RECORDS PROVIDED:
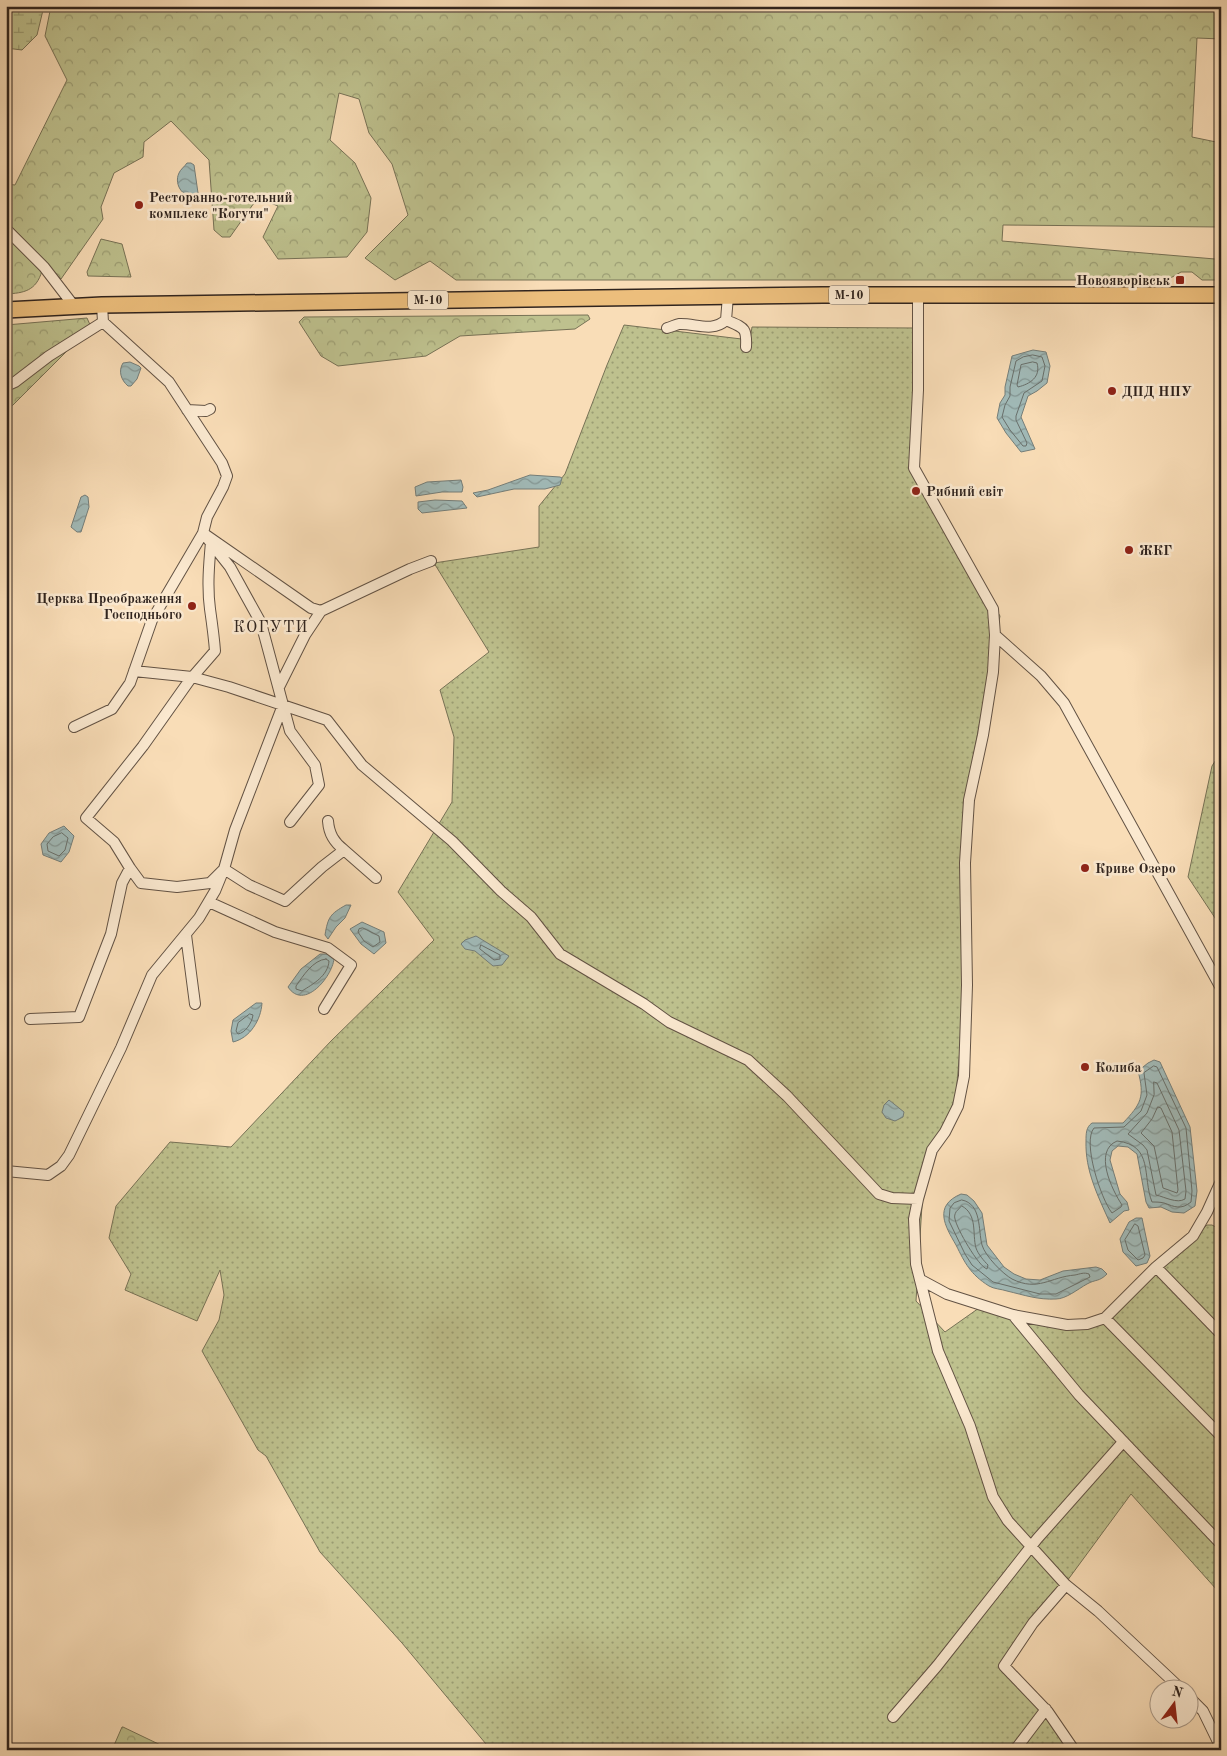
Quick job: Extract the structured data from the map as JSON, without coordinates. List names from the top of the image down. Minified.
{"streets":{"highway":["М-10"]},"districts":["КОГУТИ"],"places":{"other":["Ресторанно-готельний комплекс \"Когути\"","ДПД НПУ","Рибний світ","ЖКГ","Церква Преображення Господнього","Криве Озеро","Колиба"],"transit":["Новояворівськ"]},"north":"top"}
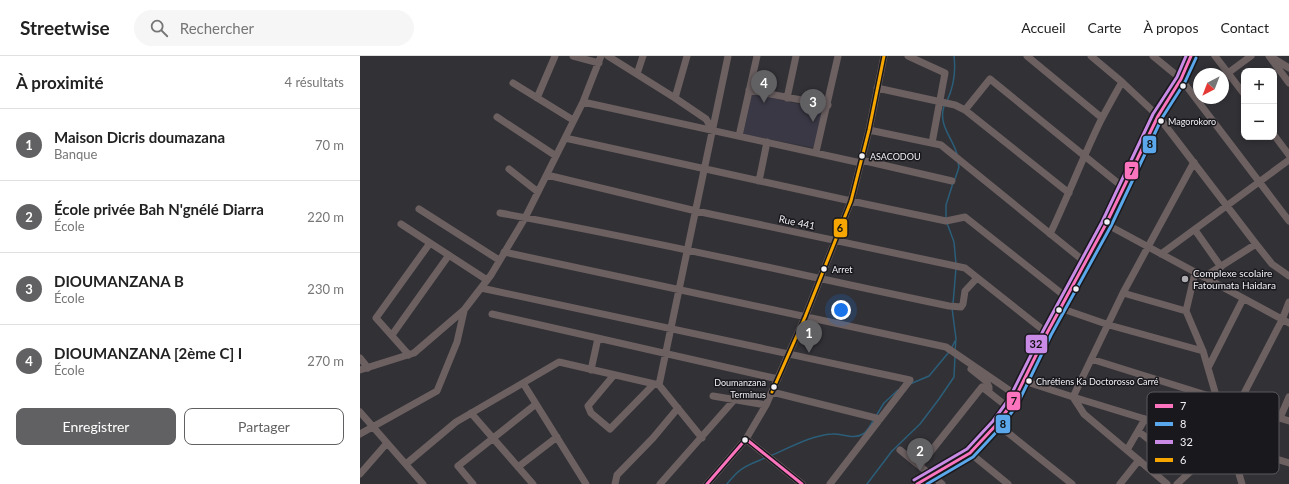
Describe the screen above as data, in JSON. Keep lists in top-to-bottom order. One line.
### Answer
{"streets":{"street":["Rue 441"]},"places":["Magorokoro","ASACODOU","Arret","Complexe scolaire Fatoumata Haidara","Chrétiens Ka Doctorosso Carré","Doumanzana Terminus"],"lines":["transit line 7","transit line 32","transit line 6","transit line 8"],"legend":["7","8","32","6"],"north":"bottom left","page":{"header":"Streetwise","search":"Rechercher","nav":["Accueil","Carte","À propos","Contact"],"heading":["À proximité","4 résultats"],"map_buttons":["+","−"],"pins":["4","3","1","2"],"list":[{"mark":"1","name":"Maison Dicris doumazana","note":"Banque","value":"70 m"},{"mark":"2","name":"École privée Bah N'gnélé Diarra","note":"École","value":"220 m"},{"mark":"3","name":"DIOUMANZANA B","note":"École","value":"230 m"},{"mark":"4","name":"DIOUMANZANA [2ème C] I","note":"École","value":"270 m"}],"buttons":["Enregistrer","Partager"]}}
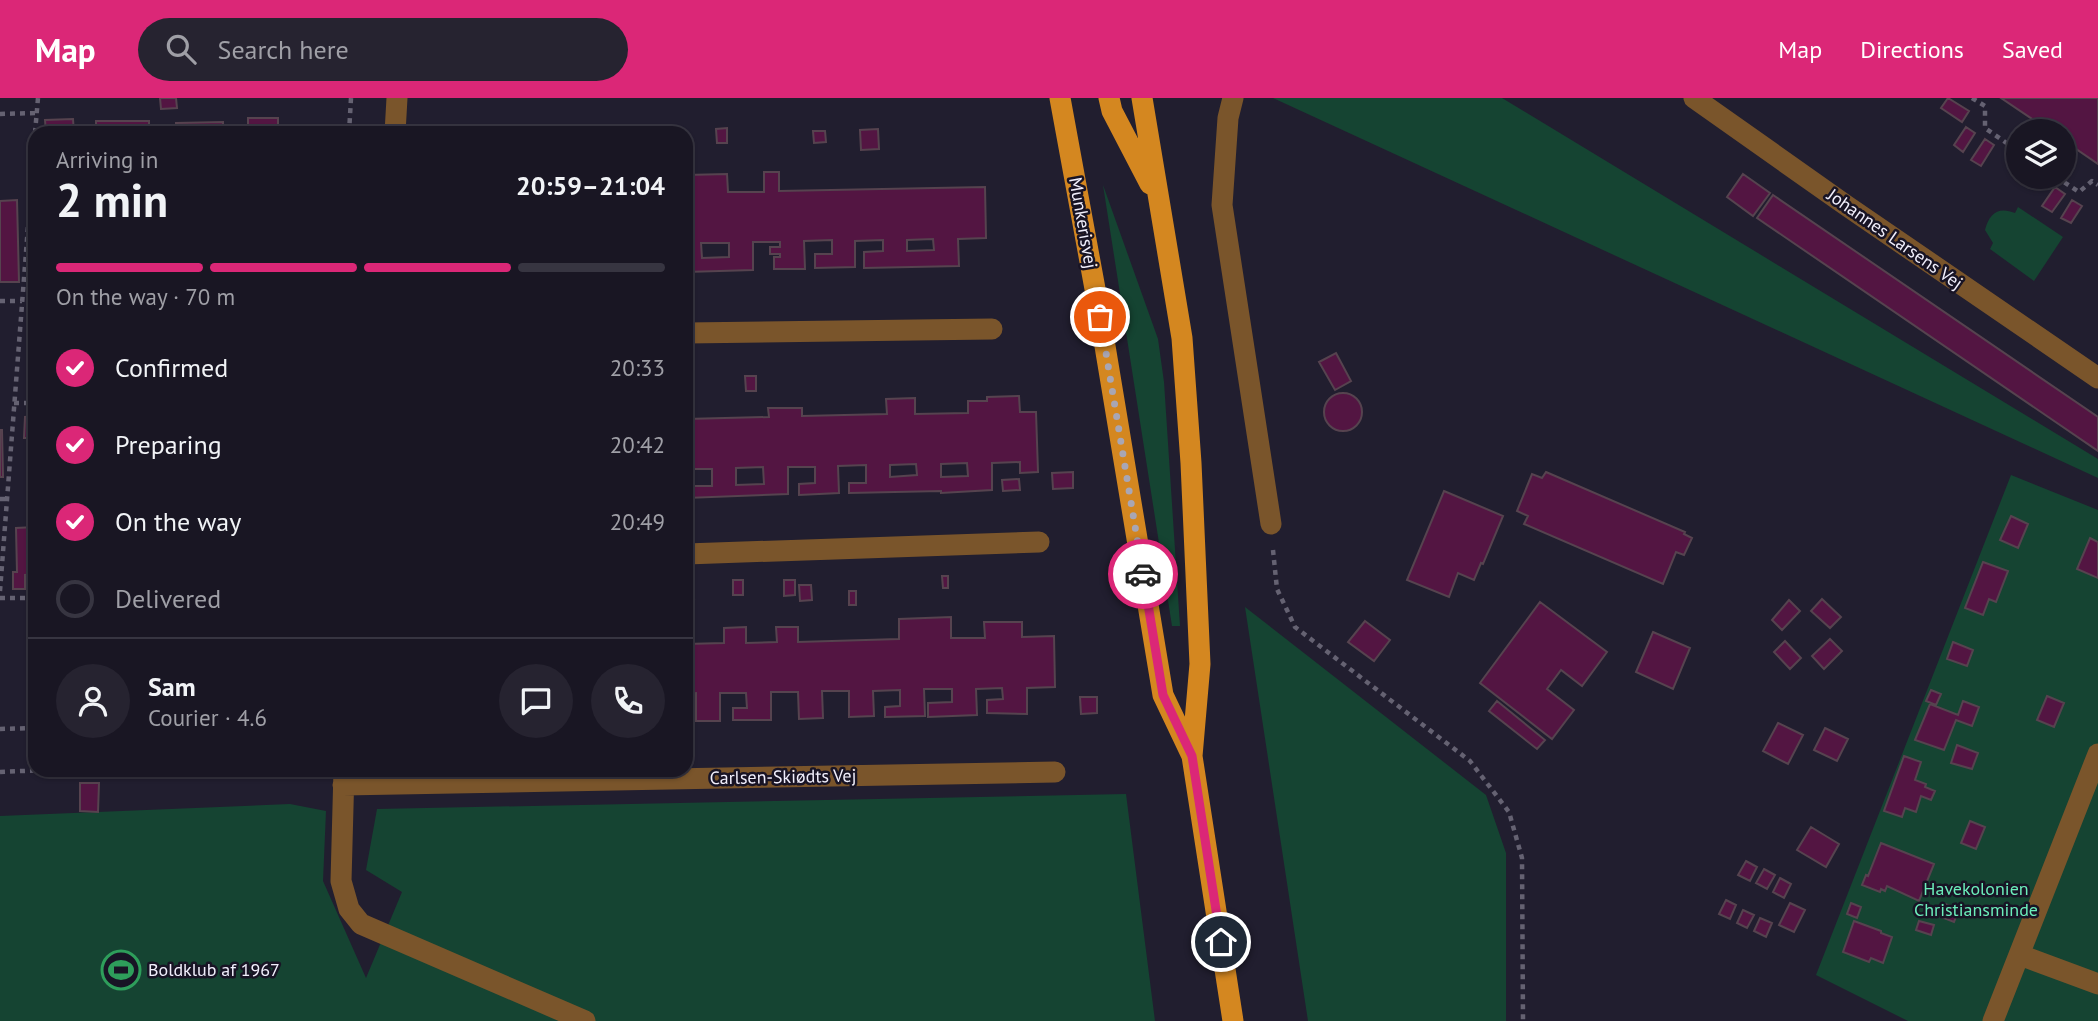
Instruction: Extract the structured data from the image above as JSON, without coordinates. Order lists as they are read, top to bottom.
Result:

WHAT TO WORK ON:
Restate the records above verbatim. Pictures stay out.

ANSWER TO THE PROBLEM:
Quick job: Extract the structured data from the map as JSON, without coordinates. List names from the top of the image down. Minified.
{"streets":{"highway":["М-10"]},"districts":["КОГУТИ"],"places":{"other":["Ресторанно-готельний комплекс \"Когути\"","ДПД НПУ","Рибний світ","ЖКГ","Церква Преображення Господнього","Криве Озеро","Колиба"],"transit":["Новояворівськ"]},"north":"top"}
Describe the screen above as data, in JSON. Keep lists in top-to-bottom order. One line.
### Answer
{"streets":{"street":["Rue 441"]},"places":["Magorokoro","ASACODOU","Arret","Complexe scolaire Fatoumata Haidara","Chrétiens Ka Doctorosso Carré","Doumanzana Terminus"],"lines":["transit line 7","transit line 32","transit line 6","transit line 8"],"legend":["7","8","32","6"],"north":"bottom left","page":{"header":"Streetwise","search":"Rechercher","nav":["Accueil","Carte","À propos","Contact"],"heading":["À proximité","4 résultats"],"map_buttons":["+","−"],"pins":["4","3","1","2"],"list":[{"mark":"1","name":"Maison Dicris doumazana","note":"Banque","value":"70 m"},{"mark":"2","name":"École privée Bah N'gnélé Diarra","note":"École","value":"220 m"},{"mark":"3","name":"DIOUMANZANA B","note":"École","value":"230 m"},{"mark":"4","name":"DIOUMANZANA [2ème C] I","note":"École","value":"270 m"}],"buttons":["Enregistrer","Partager"]}}
Instruction: Extract the structured data from the image above as JSON, without coordinates. Order lists as they are read, top to bottom.
Result:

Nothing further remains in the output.